Finally, the pattern will, in most likelihood, not work out exactly. So, you can fudge by skipping only 1 st before making the last two dc's of the row or else by ending dc, skip 1, dc. -- As was the case in the last row, there are fewer sts across than in the previous row.

Monday, August 17, 2009

Single Crochet -- Part 2

In the last installment, we talked about making single crochet stitches with either no foundation row (just a piece of cloth). In this installment, we'll talk about making single crochet stitches in a chain space.

The first row for the kitchen towel hanger has been worked (on the right side/front of the fabric) -- in the previous post. All the sc's were made into the fabric.

Next ch 1 and turn the work. (The ch 1 is a substitute for the first stitch in the next row -- a row of single crochet stitches.) Single crochet twice into each chain space. In the picture, I've already worked 3 chain spaces and am preparing to sc into the next chain space. (The picture shows Step 1 in making the stitch. Step 2 is done just as before.) When I get to the end, I'll single crochet into the top of the last st (which was the first st of the previous row).

Directions for this row are:

Row 2: Turn, ch 1, sc 2 in each ch sp across, sc in last st.

The final picture shows Row 2 worked all the way to the end.

You're probably thinking that you'll end up with fewer stitches than you started out with. And you'd be right. The number of stitches will be decreased by about a third.

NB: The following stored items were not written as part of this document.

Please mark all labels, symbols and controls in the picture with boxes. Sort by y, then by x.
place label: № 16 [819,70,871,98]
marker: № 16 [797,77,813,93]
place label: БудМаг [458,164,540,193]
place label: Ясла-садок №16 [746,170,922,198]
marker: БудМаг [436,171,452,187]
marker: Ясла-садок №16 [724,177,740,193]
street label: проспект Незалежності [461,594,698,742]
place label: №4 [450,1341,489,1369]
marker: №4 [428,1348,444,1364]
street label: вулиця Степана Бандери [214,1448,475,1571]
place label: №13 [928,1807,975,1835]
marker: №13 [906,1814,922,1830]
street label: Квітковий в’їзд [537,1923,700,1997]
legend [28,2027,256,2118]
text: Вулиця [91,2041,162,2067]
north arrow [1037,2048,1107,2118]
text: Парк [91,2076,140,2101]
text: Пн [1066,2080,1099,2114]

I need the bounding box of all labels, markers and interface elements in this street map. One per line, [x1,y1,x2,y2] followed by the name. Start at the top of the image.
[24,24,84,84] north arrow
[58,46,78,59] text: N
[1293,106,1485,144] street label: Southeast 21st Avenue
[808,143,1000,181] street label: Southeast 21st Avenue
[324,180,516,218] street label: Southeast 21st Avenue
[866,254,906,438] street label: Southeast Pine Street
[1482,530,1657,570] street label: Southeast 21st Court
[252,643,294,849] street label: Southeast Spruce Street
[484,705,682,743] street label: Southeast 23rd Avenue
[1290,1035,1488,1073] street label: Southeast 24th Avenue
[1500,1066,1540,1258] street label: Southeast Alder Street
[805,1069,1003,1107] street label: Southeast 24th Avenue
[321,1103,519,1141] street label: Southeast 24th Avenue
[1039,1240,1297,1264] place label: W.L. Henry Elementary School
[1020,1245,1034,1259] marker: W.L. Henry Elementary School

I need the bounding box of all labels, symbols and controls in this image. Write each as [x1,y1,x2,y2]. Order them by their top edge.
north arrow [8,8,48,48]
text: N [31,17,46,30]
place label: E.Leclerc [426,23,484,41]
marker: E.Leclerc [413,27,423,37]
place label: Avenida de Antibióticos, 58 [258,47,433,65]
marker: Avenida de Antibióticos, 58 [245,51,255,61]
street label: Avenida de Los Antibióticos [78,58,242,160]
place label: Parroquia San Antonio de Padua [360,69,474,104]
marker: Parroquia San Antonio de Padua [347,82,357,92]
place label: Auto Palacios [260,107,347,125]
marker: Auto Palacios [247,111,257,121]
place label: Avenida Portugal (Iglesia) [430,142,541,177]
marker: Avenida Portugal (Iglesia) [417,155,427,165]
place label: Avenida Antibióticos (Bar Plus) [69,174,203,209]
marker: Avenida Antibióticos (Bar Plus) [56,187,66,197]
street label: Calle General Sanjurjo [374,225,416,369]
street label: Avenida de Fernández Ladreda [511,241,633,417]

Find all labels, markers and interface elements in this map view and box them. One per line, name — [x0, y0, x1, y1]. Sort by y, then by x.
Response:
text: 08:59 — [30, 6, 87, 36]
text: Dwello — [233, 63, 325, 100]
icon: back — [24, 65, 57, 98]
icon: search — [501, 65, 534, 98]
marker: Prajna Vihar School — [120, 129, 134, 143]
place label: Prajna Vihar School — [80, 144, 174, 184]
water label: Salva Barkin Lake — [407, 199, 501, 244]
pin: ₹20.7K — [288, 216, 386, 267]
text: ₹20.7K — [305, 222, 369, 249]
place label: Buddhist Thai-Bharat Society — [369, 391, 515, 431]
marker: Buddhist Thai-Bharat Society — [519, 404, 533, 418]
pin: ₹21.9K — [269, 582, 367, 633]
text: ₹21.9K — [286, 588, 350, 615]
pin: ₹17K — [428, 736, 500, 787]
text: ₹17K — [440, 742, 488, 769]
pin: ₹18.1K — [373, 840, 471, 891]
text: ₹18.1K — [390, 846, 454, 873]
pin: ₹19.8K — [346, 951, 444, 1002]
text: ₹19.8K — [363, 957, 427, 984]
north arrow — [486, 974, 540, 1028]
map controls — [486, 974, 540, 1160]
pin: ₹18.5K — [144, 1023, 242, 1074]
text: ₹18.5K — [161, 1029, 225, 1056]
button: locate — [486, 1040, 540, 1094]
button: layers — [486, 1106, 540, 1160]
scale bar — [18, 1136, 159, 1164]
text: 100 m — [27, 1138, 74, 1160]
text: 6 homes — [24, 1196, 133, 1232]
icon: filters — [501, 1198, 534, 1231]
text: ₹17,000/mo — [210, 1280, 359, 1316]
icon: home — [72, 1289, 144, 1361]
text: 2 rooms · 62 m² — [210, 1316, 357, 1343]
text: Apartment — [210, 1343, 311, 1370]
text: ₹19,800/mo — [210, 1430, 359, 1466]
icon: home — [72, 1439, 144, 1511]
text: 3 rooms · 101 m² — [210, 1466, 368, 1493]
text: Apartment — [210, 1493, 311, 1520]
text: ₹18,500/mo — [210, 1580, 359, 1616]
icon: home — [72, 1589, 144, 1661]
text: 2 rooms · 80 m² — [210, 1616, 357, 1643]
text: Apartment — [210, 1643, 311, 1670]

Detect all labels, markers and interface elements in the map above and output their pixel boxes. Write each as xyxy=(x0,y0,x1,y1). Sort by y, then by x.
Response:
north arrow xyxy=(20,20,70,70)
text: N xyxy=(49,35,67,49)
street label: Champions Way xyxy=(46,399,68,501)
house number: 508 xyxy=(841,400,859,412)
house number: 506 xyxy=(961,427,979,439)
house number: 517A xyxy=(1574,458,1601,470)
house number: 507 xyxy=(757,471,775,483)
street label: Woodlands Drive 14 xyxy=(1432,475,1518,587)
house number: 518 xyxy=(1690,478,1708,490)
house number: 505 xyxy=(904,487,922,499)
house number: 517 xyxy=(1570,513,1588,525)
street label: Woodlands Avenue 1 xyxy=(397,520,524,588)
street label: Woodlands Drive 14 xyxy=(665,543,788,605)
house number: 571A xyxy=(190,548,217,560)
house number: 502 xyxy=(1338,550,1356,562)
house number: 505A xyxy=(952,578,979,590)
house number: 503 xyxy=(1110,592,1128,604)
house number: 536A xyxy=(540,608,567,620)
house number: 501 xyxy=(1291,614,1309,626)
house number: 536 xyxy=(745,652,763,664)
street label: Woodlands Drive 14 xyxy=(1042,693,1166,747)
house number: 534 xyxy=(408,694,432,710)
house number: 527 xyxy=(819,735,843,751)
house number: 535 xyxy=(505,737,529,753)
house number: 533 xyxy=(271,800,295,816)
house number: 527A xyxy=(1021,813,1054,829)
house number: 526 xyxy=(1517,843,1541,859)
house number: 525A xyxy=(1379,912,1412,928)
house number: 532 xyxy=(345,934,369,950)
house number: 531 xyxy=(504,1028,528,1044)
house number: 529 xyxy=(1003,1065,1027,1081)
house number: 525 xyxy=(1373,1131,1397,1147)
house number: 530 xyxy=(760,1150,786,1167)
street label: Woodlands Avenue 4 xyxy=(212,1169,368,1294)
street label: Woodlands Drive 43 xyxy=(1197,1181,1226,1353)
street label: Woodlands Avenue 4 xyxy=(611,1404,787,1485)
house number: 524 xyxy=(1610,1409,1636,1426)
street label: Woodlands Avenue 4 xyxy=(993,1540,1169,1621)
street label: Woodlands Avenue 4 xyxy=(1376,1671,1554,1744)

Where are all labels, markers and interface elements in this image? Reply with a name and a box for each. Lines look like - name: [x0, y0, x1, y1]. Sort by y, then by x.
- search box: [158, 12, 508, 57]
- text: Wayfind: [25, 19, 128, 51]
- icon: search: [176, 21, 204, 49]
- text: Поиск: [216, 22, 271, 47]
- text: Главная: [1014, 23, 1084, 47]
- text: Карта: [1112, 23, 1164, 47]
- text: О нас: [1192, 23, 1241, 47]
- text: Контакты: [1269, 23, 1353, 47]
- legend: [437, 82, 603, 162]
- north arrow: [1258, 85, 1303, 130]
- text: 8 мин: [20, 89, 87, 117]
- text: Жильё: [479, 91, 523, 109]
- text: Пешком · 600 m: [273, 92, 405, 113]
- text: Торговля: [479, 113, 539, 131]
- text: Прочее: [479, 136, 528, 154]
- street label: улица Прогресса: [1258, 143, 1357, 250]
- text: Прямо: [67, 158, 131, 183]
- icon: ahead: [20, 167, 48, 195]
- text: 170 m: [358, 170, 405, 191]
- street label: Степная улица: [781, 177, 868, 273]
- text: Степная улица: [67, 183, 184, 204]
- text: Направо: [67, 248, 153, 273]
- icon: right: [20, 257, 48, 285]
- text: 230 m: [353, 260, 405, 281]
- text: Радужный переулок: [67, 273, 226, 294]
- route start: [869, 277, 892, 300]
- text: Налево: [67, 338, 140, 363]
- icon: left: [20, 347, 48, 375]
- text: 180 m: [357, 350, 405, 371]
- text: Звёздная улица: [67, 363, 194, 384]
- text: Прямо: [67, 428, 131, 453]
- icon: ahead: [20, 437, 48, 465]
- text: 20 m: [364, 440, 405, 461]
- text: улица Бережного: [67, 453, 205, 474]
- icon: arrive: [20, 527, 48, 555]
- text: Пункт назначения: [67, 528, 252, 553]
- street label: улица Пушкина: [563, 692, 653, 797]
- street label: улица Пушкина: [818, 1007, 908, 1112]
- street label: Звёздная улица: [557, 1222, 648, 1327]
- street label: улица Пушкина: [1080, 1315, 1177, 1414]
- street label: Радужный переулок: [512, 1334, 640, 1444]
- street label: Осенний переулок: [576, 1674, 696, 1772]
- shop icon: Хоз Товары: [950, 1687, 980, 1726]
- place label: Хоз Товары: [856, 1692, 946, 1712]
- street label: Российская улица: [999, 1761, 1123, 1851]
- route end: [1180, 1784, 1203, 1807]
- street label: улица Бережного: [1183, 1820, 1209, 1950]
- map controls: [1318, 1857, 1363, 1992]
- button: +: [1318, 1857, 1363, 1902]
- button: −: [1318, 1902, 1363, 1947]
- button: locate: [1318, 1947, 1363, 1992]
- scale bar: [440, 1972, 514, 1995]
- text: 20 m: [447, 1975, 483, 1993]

If I had wanted to keep the same number of stitches, I would have done one of the following:
Turn, ch 1, *sc 2 in each ch sp, sc in next sc* across
or
Turn, ch 1, sc 3 in each ch sp across
or
Turn, ch 1, sc in each st across
I would have taken the first option. First of all, it's easier to sc into a ch sp than a ch st. Second, it keeps the sts lined up vertically.

Finally, a word about what the top of a stitch looks like. It looks like a chain selvage on the edge of a knitted garment. When the directions say to sc into the next sc, it means to put the hook under the 2 loops on the top of the stitch (as part of Step 1). Then do Step 2 as usual. It really doesn't matter how you crochet the last st of this row, though, since it will be hidden by the edging.

Here (a rippled afghan), is an example of what a crocheted piece looks like when one crochets in the back loops only instead of both loops.

Friday, August 14, 2009

Single Crochet Stitch

Rather than just presenting different crochet sts, I thought it would be good to start off with a project that uses some basic crochet stitches. Our first project, a kitchen towel hanger, uses chain st, single crochet, double crochet, slip st, and picot st.

For this project you'll need some size 10 crochet thread (This project is great for using up left-over thread.), a size B (2.5 mm) hook, and a terrycloth kitchen towel.

To start off, cut the towel in half. We begin the project by working a single crochet stitch into the fabric of the towel (1st picture). Directions for working a single crochet stitch follow:


The single crochet stitch is abbreviated sc in patterns as in sc 2 in next ch sp (single crochet twice in the next chain space) or sc 3 in next st (single crochet 3 times in next st).

A word of warning:
This is American terminology. The British term for the same stitch is double crochet (dc).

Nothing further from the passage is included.